• Exercise requirements
Whenever a picture appears, omit it, and set down everything else in the records exactly.

◆ ◆ ◆ ◆ ◆

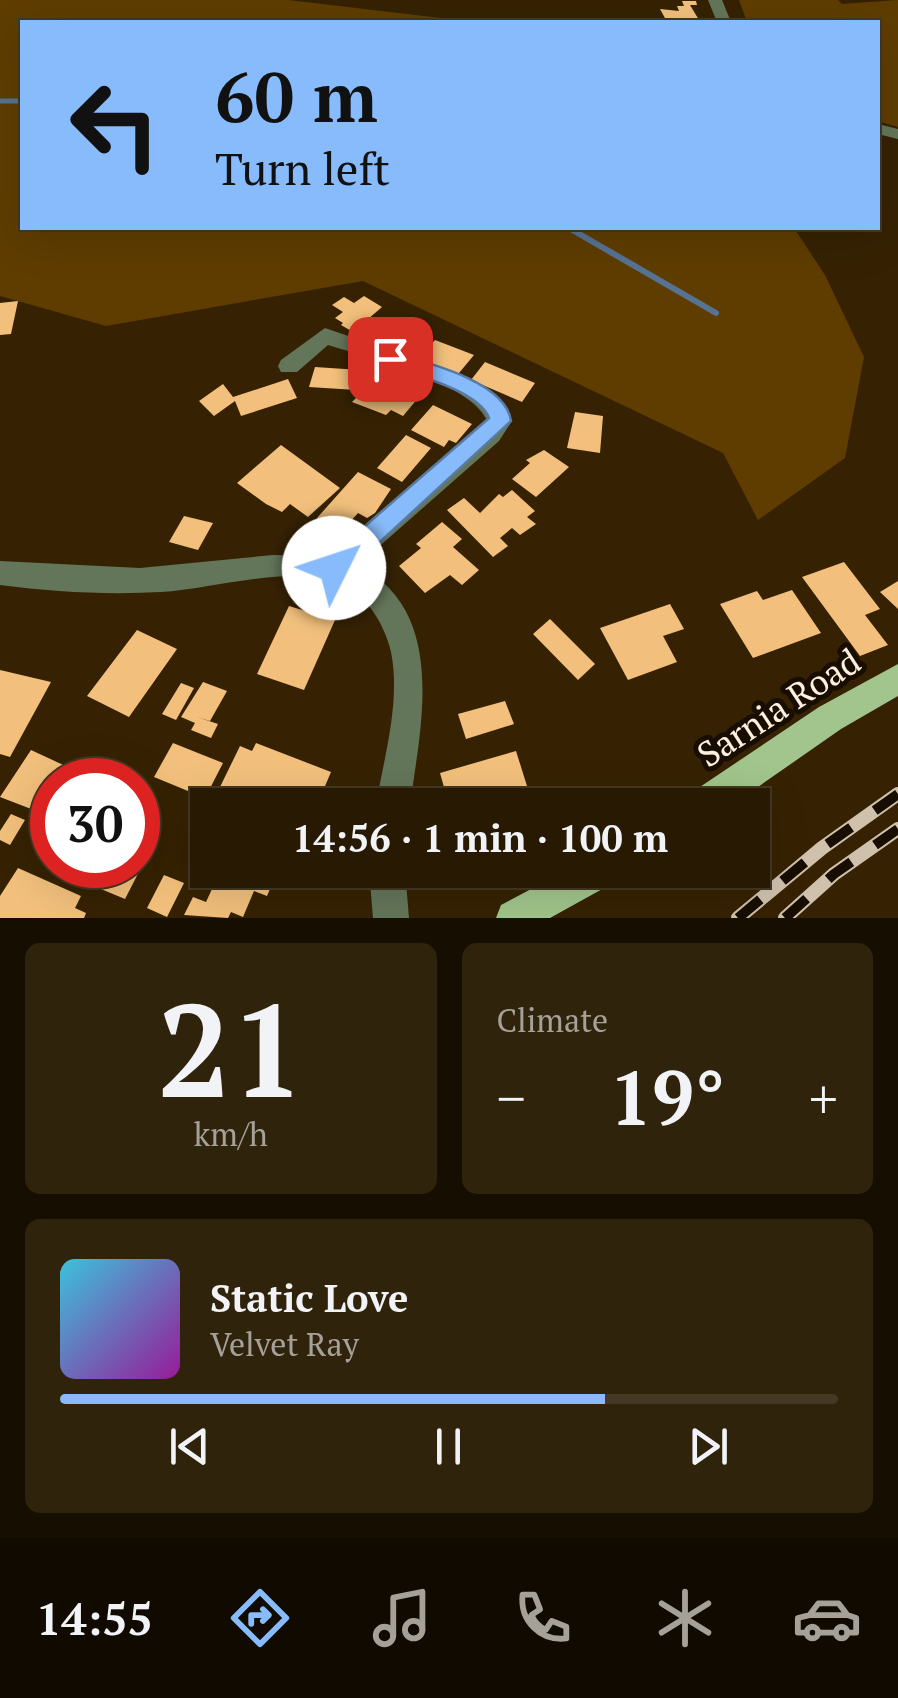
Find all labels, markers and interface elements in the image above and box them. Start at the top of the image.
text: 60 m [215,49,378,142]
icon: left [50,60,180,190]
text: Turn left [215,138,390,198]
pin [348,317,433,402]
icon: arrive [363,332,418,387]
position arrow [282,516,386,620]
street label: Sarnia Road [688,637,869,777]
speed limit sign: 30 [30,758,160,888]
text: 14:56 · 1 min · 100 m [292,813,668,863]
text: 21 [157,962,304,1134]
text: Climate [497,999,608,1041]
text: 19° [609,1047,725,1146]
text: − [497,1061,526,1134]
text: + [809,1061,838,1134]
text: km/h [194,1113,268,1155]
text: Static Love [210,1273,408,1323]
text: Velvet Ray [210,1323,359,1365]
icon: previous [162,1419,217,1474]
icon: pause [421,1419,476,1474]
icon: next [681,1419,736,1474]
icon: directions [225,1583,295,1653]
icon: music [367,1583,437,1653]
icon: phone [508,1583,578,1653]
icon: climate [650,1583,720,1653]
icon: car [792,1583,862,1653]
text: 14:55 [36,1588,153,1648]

◆ ◆ ◆ ◆ ◆

• Solution to this problem
Find all labels, markers and interface elements in the image above and box them. Start at the top of the image.
text: 60 m [215,49,378,142]
icon: left [50,60,180,190]
text: Turn left [215,138,390,198]
pin [348,317,433,402]
icon: arrive [363,332,418,387]
position arrow [282,516,386,620]
street label: Sarnia Road [688,637,869,777]
speed limit sign: 30 [30,758,160,888]
text: 14:56 · 1 min · 100 m [292,813,668,863]
text: 21 [157,962,304,1134]
text: Climate [497,999,608,1041]
text: 19° [609,1047,725,1146]
text: − [497,1061,526,1134]
text: + [809,1061,838,1134]
text: km/h [194,1113,268,1155]
text: Static Love [210,1273,408,1323]
text: Velvet Ray [210,1323,359,1365]
icon: previous [162,1419,217,1474]
icon: pause [421,1419,476,1474]
icon: next [681,1419,736,1474]
icon: directions [225,1583,295,1653]
icon: music [367,1583,437,1653]
icon: phone [508,1583,578,1653]
icon: climate [650,1583,720,1653]
icon: car [792,1583,862,1653]
text: 14:55 [36,1588,153,1648]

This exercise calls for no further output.